American lawyer and politician

Susan Glick (born 1950 or 1951) is an American lawyer and politician from the state of Indiana. A Republican, she has been a member of the Indiana Senate since 2010. She was LaGrange County Prosecuting Attorney from 1983 to 1990.

==Education==
Glick is a graduate of Indiana University Bloomington.

==Legal career==
Glick served as LaGrange County Prosecuting Attorney from 1983 to 1990. Before that she worked for Governor Otis Bowen. She practiced law for 30 years prior to her tenure as a state senator.

==Senate==
Glick has represented the 13th district in the state senate since 2010. She was sworn into the state senate on December 16, 2010, Randall Shepard presided over the ceremony. She was selected as a replacement for Senator Marlin Stutzman, who was elected to Congress. The district includes parts of Kosciusko, LaGrange, Noble, Steuben and DeKalb counties. She was challenged by State Representative David Yarde in 2012, but ultimately won renomination.

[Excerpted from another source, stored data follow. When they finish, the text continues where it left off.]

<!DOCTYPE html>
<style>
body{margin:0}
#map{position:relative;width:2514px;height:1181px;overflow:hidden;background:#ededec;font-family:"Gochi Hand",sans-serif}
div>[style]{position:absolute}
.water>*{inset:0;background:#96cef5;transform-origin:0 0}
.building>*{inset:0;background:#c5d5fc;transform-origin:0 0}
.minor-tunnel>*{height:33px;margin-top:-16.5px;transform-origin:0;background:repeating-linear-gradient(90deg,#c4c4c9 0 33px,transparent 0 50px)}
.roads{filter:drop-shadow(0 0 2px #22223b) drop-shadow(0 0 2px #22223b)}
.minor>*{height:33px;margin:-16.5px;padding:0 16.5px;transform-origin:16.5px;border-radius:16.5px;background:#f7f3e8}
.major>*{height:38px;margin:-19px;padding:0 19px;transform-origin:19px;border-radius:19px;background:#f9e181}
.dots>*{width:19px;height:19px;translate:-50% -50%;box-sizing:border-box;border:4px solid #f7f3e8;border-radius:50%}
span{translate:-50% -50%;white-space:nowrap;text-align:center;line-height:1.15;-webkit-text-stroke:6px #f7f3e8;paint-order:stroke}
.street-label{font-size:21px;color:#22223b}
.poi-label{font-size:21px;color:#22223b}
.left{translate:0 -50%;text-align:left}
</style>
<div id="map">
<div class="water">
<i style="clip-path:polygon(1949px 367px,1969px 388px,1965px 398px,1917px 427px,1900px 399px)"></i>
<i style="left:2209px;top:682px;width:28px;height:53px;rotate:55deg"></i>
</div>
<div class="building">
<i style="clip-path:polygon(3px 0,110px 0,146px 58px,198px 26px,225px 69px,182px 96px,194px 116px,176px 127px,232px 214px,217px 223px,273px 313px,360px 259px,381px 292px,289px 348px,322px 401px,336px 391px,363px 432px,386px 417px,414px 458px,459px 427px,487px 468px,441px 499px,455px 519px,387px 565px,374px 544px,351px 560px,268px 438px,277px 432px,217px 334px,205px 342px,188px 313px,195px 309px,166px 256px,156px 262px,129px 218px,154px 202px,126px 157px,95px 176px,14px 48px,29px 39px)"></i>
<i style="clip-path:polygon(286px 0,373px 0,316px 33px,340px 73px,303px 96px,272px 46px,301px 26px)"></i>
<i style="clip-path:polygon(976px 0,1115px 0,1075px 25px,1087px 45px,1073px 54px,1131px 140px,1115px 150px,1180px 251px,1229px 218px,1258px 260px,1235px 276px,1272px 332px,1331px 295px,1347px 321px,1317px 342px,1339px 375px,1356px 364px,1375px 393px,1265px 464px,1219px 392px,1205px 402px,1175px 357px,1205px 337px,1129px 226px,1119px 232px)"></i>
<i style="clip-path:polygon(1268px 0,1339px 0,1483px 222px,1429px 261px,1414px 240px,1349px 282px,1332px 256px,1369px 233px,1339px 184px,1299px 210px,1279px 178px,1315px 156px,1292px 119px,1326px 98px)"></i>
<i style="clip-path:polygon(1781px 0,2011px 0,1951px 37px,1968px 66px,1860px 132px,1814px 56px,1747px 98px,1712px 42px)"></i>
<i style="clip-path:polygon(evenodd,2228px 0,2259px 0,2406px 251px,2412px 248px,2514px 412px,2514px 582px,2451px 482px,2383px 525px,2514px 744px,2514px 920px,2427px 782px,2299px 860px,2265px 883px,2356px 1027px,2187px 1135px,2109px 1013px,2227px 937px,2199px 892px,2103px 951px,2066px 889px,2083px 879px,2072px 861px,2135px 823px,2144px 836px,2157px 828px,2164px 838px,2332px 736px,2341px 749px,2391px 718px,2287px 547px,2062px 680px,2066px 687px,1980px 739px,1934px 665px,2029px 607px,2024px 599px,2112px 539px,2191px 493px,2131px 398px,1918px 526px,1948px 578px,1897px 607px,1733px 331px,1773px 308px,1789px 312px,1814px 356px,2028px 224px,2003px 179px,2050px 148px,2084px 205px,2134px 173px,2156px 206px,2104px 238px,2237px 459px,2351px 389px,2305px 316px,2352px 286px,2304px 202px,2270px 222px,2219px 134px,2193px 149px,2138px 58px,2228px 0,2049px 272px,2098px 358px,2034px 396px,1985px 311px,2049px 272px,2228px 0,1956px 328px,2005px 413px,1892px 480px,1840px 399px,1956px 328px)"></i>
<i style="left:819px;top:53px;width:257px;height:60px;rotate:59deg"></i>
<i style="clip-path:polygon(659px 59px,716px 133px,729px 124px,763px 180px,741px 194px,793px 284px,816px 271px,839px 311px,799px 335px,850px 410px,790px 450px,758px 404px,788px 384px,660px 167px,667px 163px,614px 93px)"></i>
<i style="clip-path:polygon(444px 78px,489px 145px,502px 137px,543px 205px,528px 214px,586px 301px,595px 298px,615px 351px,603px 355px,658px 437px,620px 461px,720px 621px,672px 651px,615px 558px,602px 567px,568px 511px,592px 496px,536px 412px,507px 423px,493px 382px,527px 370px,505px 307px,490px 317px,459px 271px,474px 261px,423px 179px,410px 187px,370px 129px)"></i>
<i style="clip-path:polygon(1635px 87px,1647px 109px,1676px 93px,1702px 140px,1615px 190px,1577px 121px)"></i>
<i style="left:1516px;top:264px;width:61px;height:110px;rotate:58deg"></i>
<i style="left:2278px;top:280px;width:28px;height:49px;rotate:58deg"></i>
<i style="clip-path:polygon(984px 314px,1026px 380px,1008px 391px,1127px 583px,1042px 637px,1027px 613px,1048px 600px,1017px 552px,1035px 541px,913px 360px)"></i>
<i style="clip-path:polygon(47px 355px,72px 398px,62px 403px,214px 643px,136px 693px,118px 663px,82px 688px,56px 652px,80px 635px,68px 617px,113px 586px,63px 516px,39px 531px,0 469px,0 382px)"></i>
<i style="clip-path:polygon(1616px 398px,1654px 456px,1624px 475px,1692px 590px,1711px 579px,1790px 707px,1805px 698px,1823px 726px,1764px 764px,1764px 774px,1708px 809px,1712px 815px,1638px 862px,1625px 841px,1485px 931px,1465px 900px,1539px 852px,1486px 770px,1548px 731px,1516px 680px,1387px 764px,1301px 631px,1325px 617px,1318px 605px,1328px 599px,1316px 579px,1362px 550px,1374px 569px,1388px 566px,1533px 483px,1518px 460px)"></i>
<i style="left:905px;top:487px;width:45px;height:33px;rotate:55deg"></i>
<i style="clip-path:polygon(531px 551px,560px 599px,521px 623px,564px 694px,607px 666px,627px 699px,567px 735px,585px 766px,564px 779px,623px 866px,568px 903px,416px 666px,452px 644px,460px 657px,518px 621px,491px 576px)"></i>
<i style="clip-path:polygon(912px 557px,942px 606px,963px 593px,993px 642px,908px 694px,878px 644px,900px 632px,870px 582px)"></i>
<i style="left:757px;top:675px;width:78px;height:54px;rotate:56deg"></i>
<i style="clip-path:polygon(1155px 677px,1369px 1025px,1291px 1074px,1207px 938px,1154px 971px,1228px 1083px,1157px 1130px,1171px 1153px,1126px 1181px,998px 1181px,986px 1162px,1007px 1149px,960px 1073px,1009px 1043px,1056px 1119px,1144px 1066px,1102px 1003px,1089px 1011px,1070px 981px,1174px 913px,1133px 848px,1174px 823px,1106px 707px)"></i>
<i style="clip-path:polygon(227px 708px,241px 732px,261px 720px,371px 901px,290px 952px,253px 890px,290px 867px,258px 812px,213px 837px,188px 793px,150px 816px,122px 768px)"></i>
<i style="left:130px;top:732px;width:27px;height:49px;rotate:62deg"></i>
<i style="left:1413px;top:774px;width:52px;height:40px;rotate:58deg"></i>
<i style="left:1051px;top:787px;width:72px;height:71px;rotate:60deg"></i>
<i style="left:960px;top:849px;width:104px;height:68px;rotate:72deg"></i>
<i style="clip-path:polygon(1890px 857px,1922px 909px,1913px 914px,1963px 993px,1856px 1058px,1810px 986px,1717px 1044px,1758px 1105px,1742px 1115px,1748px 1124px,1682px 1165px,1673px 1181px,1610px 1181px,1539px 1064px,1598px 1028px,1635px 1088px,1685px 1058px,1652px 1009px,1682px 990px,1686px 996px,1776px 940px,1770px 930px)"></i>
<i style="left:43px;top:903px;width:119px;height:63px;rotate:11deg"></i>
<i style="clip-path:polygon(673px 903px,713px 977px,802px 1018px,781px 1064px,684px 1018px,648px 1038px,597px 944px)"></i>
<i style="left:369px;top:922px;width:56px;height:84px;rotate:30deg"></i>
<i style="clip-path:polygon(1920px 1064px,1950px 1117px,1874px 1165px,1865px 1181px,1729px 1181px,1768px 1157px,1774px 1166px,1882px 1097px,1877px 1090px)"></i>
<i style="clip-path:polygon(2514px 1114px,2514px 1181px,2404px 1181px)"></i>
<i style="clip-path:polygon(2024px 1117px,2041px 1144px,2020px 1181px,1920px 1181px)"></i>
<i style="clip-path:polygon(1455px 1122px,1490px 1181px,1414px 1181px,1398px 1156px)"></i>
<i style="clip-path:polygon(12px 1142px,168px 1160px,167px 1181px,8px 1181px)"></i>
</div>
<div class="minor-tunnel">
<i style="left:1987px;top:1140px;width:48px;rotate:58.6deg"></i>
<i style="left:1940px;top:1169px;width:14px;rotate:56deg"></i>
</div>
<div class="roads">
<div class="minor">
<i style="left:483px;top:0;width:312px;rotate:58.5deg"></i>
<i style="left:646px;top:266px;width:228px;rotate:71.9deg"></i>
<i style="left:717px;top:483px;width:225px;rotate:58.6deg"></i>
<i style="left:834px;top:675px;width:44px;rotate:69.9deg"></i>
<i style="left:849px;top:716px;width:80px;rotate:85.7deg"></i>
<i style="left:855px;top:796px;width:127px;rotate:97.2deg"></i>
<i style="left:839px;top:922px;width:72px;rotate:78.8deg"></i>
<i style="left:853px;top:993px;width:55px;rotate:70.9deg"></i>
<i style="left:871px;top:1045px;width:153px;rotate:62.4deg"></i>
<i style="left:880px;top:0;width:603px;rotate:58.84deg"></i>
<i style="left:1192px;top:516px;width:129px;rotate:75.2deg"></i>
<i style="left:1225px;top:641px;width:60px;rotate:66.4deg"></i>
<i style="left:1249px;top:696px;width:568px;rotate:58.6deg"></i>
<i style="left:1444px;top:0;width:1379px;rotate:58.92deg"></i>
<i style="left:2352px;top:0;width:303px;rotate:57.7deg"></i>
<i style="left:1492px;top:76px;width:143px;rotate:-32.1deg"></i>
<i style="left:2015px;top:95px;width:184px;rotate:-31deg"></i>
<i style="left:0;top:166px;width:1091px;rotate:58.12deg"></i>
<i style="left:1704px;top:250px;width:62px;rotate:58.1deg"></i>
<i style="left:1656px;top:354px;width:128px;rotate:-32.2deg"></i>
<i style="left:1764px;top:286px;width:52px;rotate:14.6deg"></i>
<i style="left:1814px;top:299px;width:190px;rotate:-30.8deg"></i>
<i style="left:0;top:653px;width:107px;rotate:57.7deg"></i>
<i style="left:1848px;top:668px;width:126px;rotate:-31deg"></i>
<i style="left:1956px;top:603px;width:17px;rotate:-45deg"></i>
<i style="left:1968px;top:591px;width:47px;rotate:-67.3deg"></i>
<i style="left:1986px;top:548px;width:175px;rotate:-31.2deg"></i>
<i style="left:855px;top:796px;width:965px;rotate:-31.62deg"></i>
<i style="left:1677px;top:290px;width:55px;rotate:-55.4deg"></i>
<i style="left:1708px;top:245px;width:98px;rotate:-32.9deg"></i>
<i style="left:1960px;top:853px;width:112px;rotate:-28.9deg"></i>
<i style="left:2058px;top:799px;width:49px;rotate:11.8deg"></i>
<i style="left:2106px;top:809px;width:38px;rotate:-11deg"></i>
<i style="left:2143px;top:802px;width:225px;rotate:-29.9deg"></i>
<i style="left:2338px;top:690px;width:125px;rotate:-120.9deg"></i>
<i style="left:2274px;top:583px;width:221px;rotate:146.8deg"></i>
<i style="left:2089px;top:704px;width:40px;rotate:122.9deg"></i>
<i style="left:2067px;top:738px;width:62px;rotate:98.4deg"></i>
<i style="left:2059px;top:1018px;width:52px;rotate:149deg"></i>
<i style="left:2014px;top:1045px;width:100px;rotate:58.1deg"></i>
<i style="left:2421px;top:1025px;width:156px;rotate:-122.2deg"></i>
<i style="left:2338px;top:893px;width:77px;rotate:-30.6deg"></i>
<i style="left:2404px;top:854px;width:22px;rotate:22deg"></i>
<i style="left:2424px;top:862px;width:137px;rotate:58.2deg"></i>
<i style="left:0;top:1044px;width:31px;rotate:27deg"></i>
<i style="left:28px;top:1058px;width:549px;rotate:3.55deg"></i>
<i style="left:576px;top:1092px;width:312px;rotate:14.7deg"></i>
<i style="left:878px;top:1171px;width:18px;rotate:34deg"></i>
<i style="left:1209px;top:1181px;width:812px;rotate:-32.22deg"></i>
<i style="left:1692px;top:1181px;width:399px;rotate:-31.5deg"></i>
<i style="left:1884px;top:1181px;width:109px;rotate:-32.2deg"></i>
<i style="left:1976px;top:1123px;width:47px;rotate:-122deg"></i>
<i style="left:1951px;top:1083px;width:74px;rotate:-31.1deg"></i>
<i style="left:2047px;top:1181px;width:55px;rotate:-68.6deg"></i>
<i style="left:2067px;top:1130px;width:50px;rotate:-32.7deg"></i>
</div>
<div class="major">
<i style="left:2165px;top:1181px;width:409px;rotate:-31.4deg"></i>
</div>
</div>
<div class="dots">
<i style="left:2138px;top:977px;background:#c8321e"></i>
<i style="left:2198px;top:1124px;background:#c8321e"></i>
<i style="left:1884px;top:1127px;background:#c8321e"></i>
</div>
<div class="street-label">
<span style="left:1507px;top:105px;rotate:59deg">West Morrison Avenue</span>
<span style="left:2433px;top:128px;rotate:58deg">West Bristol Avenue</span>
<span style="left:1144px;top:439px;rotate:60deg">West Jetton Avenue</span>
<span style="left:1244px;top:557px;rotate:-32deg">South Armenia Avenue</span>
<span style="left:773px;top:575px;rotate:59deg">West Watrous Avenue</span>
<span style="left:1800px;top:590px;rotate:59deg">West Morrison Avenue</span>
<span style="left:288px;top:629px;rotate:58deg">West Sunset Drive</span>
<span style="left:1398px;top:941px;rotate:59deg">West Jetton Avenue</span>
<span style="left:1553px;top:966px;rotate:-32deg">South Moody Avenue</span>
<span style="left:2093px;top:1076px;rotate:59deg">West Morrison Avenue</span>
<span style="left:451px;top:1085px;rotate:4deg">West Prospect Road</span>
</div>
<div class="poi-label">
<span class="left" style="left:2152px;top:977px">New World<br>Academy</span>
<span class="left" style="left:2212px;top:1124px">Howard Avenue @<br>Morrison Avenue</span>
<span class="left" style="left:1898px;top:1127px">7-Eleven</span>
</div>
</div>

In 2022, Glick authored a bill to impose a near-total ban on abortion in Indiana. The bill passed on the Republican-controlled Senate on a 26–20 vote in July 2022, one month after the U.S. Supreme Court overturned Roe v. Wade and decided that there was no federal constitutional right to abortion.

In 2025, Glick voted against a proposed mid-cycle congressional redistricting plan. During debate, she criticized pressure from national political figures and advocacy groups, stating that "You have to know Hoosiers, we can't be bullied."

==Personal==
Glick is a Methodist and serves on her local library board.